Hi, first post here, have been lurking and learning for ages, what a wealth of knowledge on this site, I am in total awe …

Anyway, I have a question which has bugged me for many years, and it is concerned with the whole concept of probabilty . I figure the expert mathematicians and philosophers here (into neither of which category I fit) may be able to assist.

Now, my problem concerns when people talk about the “probability of an event happening”.

On the face of it, this would seem a harmless enough mode of expression, but when you actually start to analyse it, it seems to me that there really isn’t such a thing as the “probability of an event happening” what you have is the “probability of you being right if you forecast a certain outcome of the event” and that the probability is dependent on the amount of information which you possess about that event.

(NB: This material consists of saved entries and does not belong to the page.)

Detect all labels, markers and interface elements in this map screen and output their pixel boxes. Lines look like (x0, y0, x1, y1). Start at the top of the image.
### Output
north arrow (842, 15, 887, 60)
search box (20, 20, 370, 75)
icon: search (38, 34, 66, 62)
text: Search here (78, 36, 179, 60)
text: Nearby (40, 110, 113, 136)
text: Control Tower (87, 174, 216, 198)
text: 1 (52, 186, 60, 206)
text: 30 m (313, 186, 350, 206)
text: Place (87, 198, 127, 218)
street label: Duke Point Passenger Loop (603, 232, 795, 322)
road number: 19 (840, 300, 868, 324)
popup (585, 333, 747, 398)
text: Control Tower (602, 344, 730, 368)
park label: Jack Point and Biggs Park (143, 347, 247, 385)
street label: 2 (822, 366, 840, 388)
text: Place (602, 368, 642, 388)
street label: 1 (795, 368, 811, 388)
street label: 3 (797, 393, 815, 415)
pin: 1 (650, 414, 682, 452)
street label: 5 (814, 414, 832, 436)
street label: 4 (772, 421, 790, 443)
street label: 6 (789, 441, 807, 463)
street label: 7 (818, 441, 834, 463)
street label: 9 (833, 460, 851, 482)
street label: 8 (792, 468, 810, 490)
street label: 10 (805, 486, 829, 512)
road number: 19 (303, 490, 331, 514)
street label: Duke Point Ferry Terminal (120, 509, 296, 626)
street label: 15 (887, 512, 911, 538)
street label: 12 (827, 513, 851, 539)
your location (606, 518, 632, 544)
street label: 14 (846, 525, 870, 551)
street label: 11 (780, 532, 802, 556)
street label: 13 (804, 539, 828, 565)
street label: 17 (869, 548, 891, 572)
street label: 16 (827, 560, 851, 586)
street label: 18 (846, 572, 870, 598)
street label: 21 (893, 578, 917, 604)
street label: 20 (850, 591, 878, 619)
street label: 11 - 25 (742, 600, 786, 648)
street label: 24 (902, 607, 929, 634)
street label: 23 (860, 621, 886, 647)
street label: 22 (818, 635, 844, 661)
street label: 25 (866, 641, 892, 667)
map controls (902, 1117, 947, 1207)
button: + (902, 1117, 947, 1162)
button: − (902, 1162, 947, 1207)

So, for example, tossing a coin is an event about which you cannot have any information (unless you know that the coin is biased) but that isn’t to say that the information isn’t there, it just means we don’t have access to it. It is at least conceivable that given enough sophistication in measurement of all variables, it would be possible to forecast the eventual outcome of any indivudual coin toss with a significantly higher success rate than 50%. Not that anybody is ever going to do this, but theoretically at least, it is conceivable.

Going up a step, consider a roulette wheel… Now, imagine a situation where a skilled croupier is able to throw the ball into one physical half of the wheel with greater than 50% success rate. When he chooses to do this, the probability of the ball landing on one of the numbers in his chosen half of the wheel becomes greater than 50% but only he is aware of this because he has more information. So, his probability is different from the punters’ probability.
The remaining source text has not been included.